## [What to work on]
Every line from the one that includes "Map reading. Extract" to the end of the entries should be written out exactly, with the first and last included.

[Excerpted records — start]

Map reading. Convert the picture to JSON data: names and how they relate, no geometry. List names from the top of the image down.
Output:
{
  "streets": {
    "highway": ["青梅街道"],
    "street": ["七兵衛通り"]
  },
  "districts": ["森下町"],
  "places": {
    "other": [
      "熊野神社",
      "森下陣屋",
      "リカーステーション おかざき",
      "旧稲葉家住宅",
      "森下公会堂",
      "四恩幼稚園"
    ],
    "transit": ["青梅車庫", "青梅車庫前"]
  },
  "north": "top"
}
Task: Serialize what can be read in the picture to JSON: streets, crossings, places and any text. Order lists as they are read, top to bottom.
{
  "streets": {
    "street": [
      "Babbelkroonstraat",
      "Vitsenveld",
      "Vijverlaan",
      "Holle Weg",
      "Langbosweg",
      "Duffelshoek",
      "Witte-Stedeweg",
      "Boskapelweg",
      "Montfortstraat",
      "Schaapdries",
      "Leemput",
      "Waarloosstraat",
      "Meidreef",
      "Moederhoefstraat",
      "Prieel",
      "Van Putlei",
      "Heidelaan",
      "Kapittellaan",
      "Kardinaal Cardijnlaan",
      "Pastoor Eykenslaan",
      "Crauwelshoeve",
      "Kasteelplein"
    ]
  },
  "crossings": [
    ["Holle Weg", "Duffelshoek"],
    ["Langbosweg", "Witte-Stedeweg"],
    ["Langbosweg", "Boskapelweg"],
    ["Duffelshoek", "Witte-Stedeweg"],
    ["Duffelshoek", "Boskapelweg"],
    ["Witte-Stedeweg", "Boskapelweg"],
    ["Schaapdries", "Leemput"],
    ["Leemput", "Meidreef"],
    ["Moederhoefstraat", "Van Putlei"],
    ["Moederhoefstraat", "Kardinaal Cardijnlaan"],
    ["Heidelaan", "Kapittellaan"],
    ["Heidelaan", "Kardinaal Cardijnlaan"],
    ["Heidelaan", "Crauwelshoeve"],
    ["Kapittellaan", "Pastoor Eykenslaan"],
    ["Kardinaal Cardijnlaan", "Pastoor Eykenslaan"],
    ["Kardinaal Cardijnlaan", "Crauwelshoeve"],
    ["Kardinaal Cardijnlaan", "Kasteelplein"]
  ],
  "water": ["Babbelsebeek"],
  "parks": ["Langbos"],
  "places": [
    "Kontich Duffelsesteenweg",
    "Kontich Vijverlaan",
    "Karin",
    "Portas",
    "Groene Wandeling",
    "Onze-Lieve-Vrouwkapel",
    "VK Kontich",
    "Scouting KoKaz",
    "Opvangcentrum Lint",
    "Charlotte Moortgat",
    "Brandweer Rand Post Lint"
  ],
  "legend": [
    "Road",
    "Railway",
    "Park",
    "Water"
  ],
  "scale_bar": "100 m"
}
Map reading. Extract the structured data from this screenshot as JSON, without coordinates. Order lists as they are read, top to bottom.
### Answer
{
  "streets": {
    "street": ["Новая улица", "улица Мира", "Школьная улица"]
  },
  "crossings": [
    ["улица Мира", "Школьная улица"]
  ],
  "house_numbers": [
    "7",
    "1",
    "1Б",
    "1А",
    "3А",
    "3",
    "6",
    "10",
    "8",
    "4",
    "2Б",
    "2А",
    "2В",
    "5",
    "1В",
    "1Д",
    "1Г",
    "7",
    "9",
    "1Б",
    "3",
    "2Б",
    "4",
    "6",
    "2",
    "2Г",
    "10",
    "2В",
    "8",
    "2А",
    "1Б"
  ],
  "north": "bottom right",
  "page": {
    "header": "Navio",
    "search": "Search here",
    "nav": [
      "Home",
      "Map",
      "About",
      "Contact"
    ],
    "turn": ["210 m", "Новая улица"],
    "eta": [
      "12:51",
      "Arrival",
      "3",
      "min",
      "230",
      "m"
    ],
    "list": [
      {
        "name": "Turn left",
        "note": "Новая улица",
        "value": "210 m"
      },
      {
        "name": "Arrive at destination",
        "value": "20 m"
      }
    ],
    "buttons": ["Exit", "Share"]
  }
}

[Excerpted records — finish]

## [Answer to this problem]
Map reading. Extract the structured data from this screenshot as JSON, without coordinates. Order lists as they are read, top to bottom.
### Answer
{
  "streets": {
    "street": ["Новая улица", "улица Мира", "Школьная улица"]
  },
  "crossings": [
    ["улица Мира", "Школьная улица"]
  ],
  "house_numbers": [
    "7",
    "1",
    "1Б",
    "1А",
    "3А",
    "3",
    "6",
    "10",
    "8",
    "4",
    "2Б",
    "2А",
    "2В",
    "5",
    "1В",
    "1Д",
    "1Г",
    "7",
    "9",
    "1Б",
    "3",
    "2Б",
    "4",
    "6",
    "2",
    "2Г",
    "10",
    "2В",
    "8",
    "2А",
    "1Б"
  ],
  "north": "bottom right",
  "page": {
    "header": "Navio",
    "search": "Search here",
    "nav": [
      "Home",
      "Map",
      "About",
      "Contact"
    ],
    "turn": ["210 m", "Новая улица"],
    "eta": [
      "12:51",
      "Arrival",
      "3",
      "min",
      "230",
      "m"
    ],
    "list": [
      {
        "name": "Turn left",
        "note": "Новая улица",
        "value": "210 m"
      },
      {
        "name": "Arrive at destination",
        "value": "20 m"
      }
    ],
    "buttons": ["Exit", "Share"]
  }
}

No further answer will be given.